Allen Rowand, a sound engineer, sound designer and consultant with ten years of technical experience in the Broadway theatre sound industry, has joined Metric Halo. Rowand, who has worked for Masque Sound and PRG, has been a beta tester for Metric Halo for five years. He will be working to provide current and prospective users with a program of training classes and online tutorials that will allow them to unlock the full potential of the products.
Working on the East Coast with event and entertainment sound specialists Masque Sound and PRG’s ProMix division in their respective mixing console and technical departments since early 1998, Rowand amassed a wealth of experience on the configuration, repair and testing of theatrical sound equipment. During six years at Masque Sound, until late 2006, he specialized in Cadac mixing consoles, modifying and customizing the equipment for the particular requirements of Broadway productions.
Two years ago, he began working as an advance sound engineer for the U. national tour of the hit Broadway show Wicked, eventually leaving Masque Sound to concentrate full-time on advancing the production into venues across the country. Rowand has also worked as a sound consultant on shows by tap dancing phenomenon Savion Glover and as a sound designer for productions in New York, Ohio, and Switzerland.
Rowand has a Bachelor of Arts in English and Communications from Case Western Reserve University in Cleveland, Ohio, as well as a Masters of Fine Arts in Sound Production, Design & Technology from Ohio University in Athens, Ohio.
Rowand is working on two principal support initiatives in his new position, he explains: “One is the tutorial aspect, which I’m going to be doing along with Marc Schonbrun, who has done some great movies for us. Metric Halo’s products are very flexible and very powerful, and sometimes it’s a daunting task to understand everything that the boxes are capable of. We’ve been putting together tutorials to go up on the website to jump-start users and make sure that some of the more complicated concepts are easier to understand.”
The capabilities of the company’s audio interfaces are a case in point, he continues: “They have a feature set that you don’t find in any other products, so it’s not the kind of thing that people are necessarily used to. We’re trying to give them examples of how all these different functions and features can be used to help them along.”
Secondly, he says, “I’m starting to work on putting together some training classes for SpectraFoo. Within the last few years there have been a number of other programs, some commercial, some free, that have come into that software analyzer space. We’re trying to show people that SpectraFoo, even though it has celebrated its 10th birthday, still has features and abilities that nothing else in the market has.”
Rowand will also be working closely with end-users and sound designers in the theatrical community to integrate Metric Halo products into their systems. “We’re looking at using our interfaces for the sound effects playback as well as being the input for the analysis system, so everything ties together and you don’t have to do a lot of setup,” he explains. Smaller tours will often have a performance in the afternoon or evening of the load-in, he says. “So anything that we can do to make it quicker and easier for them to use an analyzer, rather than try to tune the system by ear, is a definite benefit for the production.”

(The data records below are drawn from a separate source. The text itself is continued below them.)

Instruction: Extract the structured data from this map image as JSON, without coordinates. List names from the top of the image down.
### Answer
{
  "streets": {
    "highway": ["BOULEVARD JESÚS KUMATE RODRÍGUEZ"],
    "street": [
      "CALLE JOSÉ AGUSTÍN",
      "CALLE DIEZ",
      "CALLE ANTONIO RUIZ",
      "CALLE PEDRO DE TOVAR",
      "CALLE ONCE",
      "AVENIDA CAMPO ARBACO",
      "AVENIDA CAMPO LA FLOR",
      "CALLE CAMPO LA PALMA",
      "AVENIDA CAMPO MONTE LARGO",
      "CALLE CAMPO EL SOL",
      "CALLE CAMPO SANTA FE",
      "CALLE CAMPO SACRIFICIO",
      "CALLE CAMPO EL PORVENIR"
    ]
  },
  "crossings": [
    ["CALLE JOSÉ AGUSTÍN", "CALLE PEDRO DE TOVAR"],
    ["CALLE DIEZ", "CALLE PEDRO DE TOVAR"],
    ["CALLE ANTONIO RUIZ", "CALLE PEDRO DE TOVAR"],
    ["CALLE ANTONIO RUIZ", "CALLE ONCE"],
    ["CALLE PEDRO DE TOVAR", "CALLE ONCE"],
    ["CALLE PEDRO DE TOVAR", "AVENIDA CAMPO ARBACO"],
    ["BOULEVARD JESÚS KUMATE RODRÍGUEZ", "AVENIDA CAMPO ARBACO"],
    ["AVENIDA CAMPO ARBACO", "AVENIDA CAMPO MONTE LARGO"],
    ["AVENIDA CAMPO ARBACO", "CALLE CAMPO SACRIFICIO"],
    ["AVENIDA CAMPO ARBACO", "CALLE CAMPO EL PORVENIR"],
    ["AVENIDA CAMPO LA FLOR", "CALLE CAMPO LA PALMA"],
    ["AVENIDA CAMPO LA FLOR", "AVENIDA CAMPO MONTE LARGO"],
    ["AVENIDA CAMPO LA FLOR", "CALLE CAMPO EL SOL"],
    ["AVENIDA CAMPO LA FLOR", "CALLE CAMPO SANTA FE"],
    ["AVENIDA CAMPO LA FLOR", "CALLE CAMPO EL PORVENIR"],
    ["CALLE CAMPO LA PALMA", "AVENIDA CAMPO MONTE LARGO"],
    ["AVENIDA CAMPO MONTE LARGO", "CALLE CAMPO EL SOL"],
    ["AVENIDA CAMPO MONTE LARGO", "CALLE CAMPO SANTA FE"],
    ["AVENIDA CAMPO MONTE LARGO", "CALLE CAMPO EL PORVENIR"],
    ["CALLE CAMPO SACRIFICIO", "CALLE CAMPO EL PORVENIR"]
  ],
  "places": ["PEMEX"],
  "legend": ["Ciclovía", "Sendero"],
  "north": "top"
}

Rowand’s firsthand knowledge of the product also includes using SpectraFoo to bench-test Cadac consoles while working at Masque Sound. “For the majority of my work I use SpectraFoo and I also have all of the Metric Halo audio interfaces,” he adds. “My job with Wicked, and with most of the theatrical work that I’ve been doing, is in room and system tuning. I go in and analyze the performance venue to get the sound to work in that location.”

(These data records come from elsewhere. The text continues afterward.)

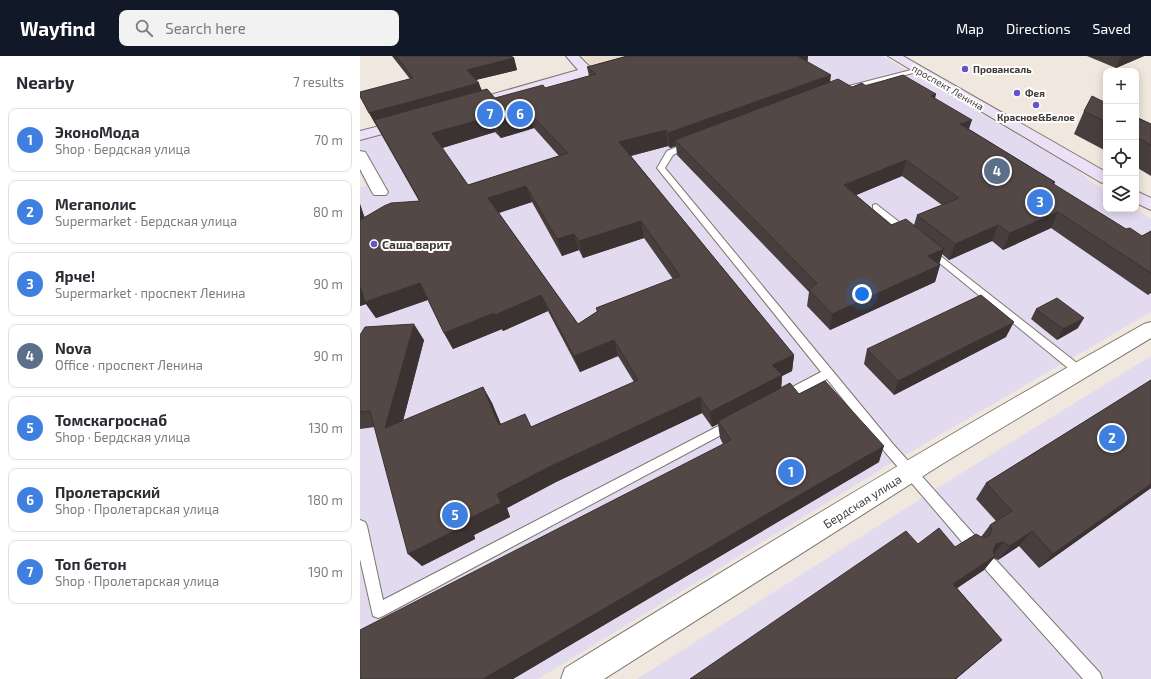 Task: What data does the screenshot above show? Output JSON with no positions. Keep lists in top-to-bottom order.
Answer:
{
  "streets": {
    "street": ["проспект Ленина", "Бердская улица"]
  },
  "places": [
    "Провансаль",
    "Фея",
    "Красное&Белое",
    "Саша варит"
  ],
  "page": {
    "header": "Wayfind",
    "search": "Search here",
    "nav": ["Map", "Directions", "Saved"],
    "heading": ["Nearby", "7 results"],
    "map_buttons": ["+", "−"],
    "pins": [
      "6",
      "7",
      "4",
      "3",
      "2",
      "1",
      "5"
    ],
    "list": [
      {
        "mark": "1",
        "name": "ЭконоМода",
        "note": "Shop · Бердская улица",
        "value": "70 m"
      },
      {
        "mark": "2",
        "name": "Мегаполис",
        "note": "Supermarket · Бердская улица",
        "value": "80 m"
      },
      {
        "mark": "3",
        "name": "Ярче!",
        "note": "Supermarket · проспект Ленина",
        "value": "90 m"
      },
      {
        "mark": "4",
        "name": "Nova",
        "note": "Office · проспект Ленина",
        "value": "90 m"
      },
      {
        "mark": "5",
        "name": "Томскагроснаб",
        "note": "Shop · Бердская улица",
        "value": "130 m"
      },
      {
        "mark": "6",
        "name": "Пролетарский",
        "note": "Shop · Пролетарская улица",
        "value": "180 m"
      },
      {
        "mark": "7",
        "name": "Топ бетон",
        "note": "Shop · Пролетарская улица",
        "value": "190 m"
      }
    ]
  }
} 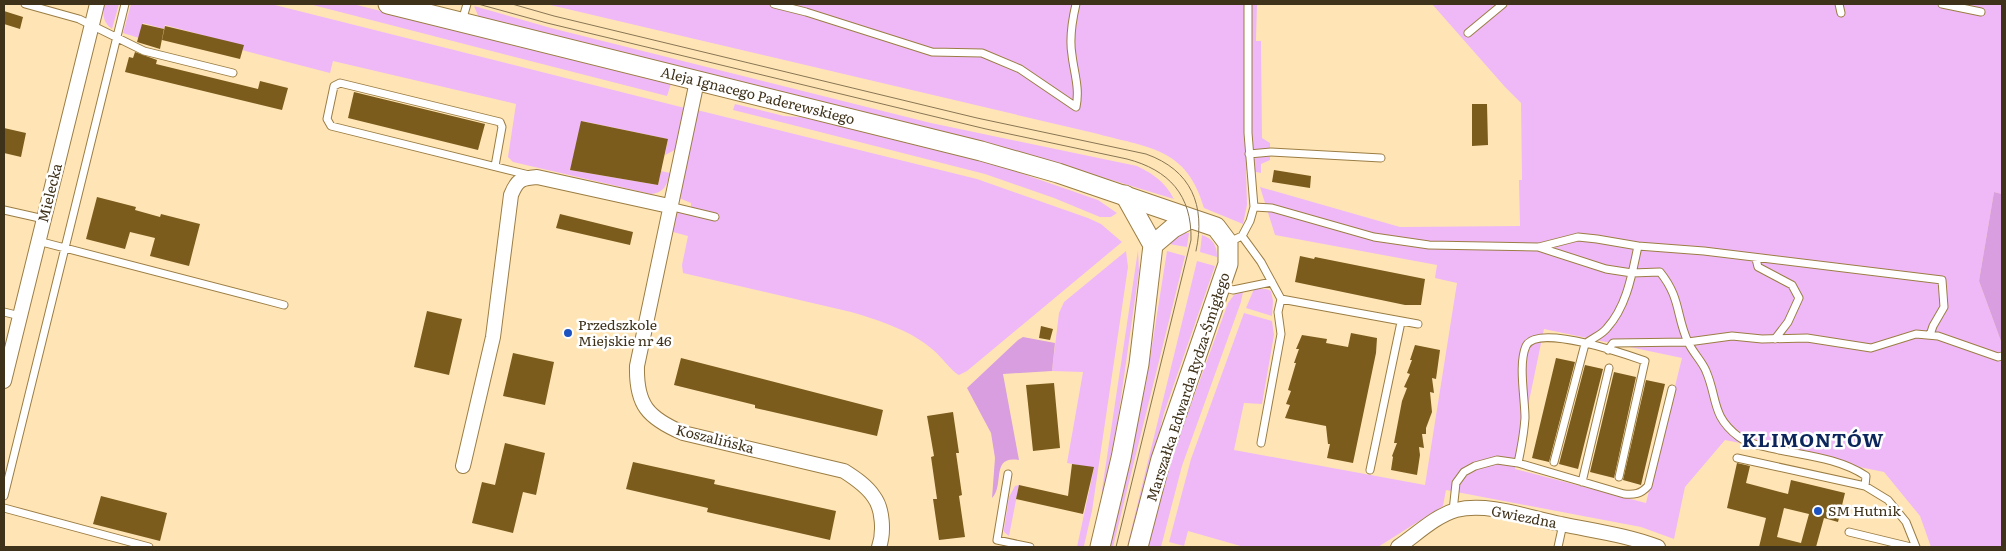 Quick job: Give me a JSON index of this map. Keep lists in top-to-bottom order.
{
  "streets": {
    "street": [
      "Aleja Ignacego Paderewskiego",
      "Mielecka",
      "Marszałka Edwarda Rydza-Śmigłego",
      "Koszalińska",
      "Gwiezdna"
    ]
  },
  "crossings": [
    ["Aleja Ignacego Paderewskiego", "Koszalińska"]
  ],
  "districts": ["KLIMONTÓW"],
  "places": ["Przedszkole Miejskie nr 46", "SM Hutnik"]
}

SpectraFoo has a particular advantage over competing analysis tools, Rowand points out. “SpectraFoo’s main competitor will let you look at two channels of audio at a time. When I go out and do the room analysis for ‘Wicked’ I use seven microphones simultaneously. So I can position my microphones throughout the venue and be able to either look at their levels and frequency responses simultaneously, or very quickly select one, take a snapshot of what’s happening there, and then go to another location and be able to compare those two. To do that with anything else in our product space would be impossible.”